It’s a fact of life: if you’re on a path, you’re bound to hit an obstacle or two. This is true whether the path is a literal one dotted with construction zones and stoplights, or a philosophical path strewn with setbacks and unexpected events. Your path to living a healthier lifestyle is, unfortunately, not immune to this fact. And to make things even harder, many of the barriers you’ll likely face as you try to get fit and/or lose weight are often hidden; disguised as benign or even helpful.
Curious about how to identify what might be holding you back, and what to do about it? Below we’ve listed some of the most common, and most surprising, health setbacks you might be falling victim to right now.
The “free” trap
Fat-free and sugar-free packaged snacks line grocery store shelves with promises of happy, guiltless snacking. Except they’re not. The price you pay for the absence of fat and sugar is often ingesting a myriad of unnatural, unpronounceable ingredients that are a far cry from the food’s natural, original state. For example, did you know that food manufacturers must add in all kinds of artificial chemicals and flavors to make that fat-free food taste as good as it did with its natural fats? And these artificial ingredients, including modified food starch, high fructose corn syrup, diglycerides, and hydrolyzed vegetable protein, can affect your hormones, making it much harder to lose weight.

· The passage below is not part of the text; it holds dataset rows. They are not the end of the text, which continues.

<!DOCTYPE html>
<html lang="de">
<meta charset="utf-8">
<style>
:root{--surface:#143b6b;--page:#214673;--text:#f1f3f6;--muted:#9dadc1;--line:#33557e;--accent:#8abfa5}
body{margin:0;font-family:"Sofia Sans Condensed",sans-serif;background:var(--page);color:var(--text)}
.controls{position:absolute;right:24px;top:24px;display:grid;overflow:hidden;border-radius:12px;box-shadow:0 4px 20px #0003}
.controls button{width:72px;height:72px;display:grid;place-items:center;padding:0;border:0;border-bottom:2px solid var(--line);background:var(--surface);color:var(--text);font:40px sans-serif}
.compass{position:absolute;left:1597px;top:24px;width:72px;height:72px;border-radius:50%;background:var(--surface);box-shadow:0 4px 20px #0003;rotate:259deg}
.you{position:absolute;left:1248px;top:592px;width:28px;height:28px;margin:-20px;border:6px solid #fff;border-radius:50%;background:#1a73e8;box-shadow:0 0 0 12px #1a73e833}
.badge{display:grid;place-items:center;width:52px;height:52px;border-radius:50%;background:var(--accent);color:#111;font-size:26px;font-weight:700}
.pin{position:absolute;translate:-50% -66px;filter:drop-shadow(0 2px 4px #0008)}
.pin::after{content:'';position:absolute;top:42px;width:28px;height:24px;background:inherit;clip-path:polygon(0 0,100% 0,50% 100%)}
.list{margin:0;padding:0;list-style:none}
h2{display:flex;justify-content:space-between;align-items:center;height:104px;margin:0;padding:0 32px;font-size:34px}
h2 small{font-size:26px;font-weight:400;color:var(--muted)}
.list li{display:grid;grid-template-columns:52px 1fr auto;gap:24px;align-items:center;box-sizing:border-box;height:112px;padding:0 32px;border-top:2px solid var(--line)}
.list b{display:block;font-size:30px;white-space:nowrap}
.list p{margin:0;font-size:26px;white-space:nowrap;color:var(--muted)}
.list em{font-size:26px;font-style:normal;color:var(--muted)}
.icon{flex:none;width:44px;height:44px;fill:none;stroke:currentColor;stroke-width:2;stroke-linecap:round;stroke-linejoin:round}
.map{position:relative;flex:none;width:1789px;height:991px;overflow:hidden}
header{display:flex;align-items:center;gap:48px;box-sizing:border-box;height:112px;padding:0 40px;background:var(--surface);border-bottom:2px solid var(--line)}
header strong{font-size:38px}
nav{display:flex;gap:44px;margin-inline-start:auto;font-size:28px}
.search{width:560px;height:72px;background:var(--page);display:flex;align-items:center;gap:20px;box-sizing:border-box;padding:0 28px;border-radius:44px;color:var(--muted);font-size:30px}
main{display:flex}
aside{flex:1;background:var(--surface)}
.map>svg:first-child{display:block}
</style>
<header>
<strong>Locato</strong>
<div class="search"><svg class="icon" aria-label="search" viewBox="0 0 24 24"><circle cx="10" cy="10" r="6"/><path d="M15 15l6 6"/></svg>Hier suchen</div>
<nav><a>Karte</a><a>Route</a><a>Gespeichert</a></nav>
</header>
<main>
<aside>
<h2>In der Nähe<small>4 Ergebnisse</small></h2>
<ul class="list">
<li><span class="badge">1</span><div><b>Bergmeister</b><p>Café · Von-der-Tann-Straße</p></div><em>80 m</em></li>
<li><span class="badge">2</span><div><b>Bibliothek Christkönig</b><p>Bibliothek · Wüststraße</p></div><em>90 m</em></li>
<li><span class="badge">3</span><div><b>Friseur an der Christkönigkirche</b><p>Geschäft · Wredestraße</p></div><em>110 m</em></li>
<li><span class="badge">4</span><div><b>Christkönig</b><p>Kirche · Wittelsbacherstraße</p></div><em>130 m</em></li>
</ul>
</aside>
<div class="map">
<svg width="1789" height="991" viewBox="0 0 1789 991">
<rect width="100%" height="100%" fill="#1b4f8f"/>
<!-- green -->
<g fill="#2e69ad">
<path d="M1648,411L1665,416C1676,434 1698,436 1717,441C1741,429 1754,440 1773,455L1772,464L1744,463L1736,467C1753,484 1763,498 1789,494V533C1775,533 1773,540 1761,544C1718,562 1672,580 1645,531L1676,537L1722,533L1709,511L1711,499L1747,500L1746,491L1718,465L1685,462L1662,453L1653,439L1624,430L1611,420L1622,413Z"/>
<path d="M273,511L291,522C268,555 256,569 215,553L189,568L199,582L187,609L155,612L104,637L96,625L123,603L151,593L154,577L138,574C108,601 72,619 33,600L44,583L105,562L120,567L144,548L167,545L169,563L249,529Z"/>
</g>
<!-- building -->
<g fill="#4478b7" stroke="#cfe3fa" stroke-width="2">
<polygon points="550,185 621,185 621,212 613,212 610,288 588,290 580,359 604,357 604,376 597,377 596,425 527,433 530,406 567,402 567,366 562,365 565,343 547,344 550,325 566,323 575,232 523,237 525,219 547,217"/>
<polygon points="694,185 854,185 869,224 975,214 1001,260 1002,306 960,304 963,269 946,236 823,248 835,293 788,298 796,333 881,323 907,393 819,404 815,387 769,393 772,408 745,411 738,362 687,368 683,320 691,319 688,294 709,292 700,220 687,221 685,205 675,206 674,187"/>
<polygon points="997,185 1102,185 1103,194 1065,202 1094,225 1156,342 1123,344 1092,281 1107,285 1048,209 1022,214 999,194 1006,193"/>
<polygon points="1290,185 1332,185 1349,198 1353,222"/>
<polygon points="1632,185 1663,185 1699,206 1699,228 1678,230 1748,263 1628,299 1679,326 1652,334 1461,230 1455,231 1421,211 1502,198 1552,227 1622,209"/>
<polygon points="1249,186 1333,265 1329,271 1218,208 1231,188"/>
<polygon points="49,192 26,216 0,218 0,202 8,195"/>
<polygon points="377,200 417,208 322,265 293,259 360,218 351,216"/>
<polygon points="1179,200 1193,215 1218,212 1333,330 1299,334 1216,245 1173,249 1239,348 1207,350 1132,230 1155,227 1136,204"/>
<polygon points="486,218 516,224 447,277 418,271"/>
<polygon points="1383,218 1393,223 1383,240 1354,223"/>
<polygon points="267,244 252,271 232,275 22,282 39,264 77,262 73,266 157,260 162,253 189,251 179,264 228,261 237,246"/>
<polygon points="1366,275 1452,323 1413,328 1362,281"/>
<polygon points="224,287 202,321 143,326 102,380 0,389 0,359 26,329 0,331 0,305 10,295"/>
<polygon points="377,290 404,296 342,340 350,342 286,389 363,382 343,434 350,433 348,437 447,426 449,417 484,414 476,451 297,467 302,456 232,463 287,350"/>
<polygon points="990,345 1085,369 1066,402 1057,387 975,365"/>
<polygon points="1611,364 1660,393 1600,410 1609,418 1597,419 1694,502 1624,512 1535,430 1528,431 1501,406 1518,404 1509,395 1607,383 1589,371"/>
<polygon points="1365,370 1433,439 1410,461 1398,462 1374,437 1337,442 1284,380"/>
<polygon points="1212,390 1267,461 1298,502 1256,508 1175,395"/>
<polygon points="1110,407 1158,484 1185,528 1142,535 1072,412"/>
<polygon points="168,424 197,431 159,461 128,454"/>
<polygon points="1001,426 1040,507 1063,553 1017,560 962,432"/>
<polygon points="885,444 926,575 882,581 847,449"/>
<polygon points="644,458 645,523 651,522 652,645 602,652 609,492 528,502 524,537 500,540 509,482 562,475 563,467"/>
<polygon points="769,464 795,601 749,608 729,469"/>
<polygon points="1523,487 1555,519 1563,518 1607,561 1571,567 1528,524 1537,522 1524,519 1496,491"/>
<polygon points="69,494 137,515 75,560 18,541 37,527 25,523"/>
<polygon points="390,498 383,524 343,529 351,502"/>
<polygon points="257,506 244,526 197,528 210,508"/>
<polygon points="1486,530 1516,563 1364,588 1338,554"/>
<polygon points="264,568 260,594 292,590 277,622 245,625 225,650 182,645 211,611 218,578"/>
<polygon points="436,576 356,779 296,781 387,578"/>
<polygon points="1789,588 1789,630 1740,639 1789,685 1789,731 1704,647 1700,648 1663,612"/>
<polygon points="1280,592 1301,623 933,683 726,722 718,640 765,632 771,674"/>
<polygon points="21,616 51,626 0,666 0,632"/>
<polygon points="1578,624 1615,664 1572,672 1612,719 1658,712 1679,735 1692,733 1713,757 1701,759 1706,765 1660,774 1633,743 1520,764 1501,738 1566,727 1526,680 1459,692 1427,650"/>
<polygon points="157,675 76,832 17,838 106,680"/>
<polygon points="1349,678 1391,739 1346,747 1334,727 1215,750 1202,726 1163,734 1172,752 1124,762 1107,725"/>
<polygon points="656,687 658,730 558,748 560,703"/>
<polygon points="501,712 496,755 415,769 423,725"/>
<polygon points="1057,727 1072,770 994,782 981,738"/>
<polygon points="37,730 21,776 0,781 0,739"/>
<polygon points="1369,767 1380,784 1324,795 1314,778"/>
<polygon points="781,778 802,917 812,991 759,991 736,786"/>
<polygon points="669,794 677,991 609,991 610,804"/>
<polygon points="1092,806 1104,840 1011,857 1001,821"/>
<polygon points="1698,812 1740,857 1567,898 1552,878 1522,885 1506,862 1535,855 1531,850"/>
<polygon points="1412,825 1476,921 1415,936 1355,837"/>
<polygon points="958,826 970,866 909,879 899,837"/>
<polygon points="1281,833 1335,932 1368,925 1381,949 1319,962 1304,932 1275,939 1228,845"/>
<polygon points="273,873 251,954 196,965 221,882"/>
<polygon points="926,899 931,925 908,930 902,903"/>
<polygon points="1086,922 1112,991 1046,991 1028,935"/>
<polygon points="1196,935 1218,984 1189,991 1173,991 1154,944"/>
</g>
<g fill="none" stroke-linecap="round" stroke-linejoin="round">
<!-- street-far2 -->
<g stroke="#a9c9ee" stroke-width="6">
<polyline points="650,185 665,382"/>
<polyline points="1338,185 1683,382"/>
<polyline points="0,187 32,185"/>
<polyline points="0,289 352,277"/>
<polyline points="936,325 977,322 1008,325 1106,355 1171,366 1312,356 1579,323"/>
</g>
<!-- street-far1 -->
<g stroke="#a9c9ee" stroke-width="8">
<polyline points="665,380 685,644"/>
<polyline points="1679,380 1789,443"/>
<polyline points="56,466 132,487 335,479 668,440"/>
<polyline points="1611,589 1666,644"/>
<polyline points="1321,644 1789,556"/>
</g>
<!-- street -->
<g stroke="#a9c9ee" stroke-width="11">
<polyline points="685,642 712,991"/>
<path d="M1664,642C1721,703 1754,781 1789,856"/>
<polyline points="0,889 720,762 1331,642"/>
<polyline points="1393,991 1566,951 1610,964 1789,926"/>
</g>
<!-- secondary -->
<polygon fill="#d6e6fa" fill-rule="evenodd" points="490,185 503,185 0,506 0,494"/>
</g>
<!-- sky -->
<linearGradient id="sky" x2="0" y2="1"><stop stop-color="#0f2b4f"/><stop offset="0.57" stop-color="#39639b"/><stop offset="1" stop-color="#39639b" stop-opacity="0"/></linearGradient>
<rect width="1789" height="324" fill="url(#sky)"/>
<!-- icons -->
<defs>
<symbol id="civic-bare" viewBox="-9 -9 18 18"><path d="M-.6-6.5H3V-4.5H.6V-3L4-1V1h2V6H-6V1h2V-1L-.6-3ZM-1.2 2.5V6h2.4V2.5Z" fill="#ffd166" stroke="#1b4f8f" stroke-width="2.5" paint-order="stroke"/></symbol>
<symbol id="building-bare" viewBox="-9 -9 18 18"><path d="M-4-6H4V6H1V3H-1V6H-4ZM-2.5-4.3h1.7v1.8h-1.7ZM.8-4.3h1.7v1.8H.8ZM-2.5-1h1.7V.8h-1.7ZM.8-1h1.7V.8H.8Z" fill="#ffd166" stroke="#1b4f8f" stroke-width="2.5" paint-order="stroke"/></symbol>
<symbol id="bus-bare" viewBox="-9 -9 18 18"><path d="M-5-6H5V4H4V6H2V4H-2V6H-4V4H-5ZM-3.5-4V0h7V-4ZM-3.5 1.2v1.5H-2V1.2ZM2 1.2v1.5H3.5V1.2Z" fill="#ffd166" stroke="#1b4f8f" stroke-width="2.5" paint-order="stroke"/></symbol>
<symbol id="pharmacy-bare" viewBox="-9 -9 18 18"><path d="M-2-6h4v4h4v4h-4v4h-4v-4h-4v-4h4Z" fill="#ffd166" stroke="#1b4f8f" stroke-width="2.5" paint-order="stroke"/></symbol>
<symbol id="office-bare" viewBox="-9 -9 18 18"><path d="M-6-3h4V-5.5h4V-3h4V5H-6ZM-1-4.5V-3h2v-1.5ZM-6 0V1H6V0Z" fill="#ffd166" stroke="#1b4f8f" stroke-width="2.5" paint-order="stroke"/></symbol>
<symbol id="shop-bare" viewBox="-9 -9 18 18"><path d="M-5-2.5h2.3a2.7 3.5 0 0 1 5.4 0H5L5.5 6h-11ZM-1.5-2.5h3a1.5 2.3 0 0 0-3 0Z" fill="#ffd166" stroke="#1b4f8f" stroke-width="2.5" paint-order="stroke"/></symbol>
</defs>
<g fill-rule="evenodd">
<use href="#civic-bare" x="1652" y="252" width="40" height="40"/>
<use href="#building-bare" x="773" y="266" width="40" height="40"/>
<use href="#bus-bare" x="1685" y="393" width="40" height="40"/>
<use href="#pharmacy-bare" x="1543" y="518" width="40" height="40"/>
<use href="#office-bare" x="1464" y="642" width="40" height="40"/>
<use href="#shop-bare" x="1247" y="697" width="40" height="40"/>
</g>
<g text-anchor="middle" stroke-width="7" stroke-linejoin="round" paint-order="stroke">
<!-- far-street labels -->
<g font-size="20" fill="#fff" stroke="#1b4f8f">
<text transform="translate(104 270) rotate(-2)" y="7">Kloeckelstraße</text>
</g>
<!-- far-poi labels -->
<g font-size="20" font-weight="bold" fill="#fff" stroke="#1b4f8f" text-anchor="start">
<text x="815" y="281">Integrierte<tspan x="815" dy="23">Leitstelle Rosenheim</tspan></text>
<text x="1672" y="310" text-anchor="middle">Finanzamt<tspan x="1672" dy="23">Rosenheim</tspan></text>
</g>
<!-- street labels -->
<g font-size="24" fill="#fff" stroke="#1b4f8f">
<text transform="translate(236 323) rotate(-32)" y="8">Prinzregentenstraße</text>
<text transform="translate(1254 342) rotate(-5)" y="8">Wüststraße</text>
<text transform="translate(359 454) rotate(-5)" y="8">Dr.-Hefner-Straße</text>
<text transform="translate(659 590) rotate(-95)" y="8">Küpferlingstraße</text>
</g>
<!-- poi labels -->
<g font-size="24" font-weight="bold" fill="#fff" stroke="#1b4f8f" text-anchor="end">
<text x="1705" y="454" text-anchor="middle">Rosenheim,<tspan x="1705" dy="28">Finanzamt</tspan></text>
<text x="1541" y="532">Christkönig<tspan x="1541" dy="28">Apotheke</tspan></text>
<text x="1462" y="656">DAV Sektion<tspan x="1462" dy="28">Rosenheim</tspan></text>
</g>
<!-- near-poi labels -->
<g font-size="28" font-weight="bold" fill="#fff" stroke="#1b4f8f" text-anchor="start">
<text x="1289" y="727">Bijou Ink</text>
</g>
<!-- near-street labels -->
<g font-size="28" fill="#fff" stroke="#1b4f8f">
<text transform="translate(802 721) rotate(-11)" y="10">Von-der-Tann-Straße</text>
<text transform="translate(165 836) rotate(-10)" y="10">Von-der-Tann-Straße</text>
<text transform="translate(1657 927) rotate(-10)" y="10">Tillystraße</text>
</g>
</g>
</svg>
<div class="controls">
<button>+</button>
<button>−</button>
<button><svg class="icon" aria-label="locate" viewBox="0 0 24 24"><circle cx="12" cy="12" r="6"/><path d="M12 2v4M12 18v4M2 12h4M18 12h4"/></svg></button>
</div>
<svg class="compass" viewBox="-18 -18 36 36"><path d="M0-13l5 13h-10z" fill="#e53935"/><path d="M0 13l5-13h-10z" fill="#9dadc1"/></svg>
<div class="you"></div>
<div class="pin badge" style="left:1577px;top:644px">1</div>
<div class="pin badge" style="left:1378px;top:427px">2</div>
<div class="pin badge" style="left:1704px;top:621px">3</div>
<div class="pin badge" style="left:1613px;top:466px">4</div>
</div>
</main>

And if you’ve gotten yourself into a diet soda habit, you might want to think again. Sugar-free is far from trouble-free. Researchers at Purdue University found that artificial sweeteners like aspartame, saccharin, and surculose can cause obesity, heart problems, metabolic syndrome, and diabetes. There’s some bitter irony for you. Part of the reason for this is that when you consume these sweeteners your body expects a surge in glucose. Then, when it doesn’t get it, your cravings redouble their efforts, often causing you to reach for even more sweets than you originally would have. Plus, other research shows that those who partake of artificial sweeteners end up having lower tolerance for more complex tastes, like fruits and vegetables. Also, the innocent-sounding caramel color that gives your diet soda its trademark dark brown hue has been linked to cancer, a compromised immune system, and the activation of allergies.
The “good enough” trap
So you’ve had your session with your trainer, and you’re good to go, right? Not so fast, gym rat. You won’t actually know if you worked out to your potential until the next day or two when you see how your muscles feel. Your goal is to feel mildly sore in the muscles you worked. This way you know that you stressed your muscles enough for them to develop micro-tears, and the fibers will heal stronger and larger than before. It can be easy to get in a workout rut, just doing your same-old, same-old, and never truly challenge your muscles and endurance. Your trainer can make sure that you get appropriately challenged and pushed, each and every session.
The “too busy” trap
Yes, you are indeed busy, with many demands on your time, and can’t imagine how you’d fit workouts into your weekly grind. But making time for sessions with your trainer? They’re every bit as important as your standing coffee date or happy hour. Start by making one appointment with your trainer every week. Then slowly incorporate one or two more weekly sessions. If you just simply can’t see how it’s possible, ask others how they manage to find time to exercise, and use them as inspirations for your own journey. Also, find ways to exercise throughout your daily schedule. Have a long conference call? Work in some squats or power walking while your team members drone on. Better yet, try to incorporate “walking meetings” with your co-workers, where everyone sets out for some sunshine and cardio while you work through the latest customer requests.
Barriers are a reality on your path to fitness, but they don’t have to be a dead end. Learning to identify what’s holding you back will help you to overcome, push forward, and stay strong.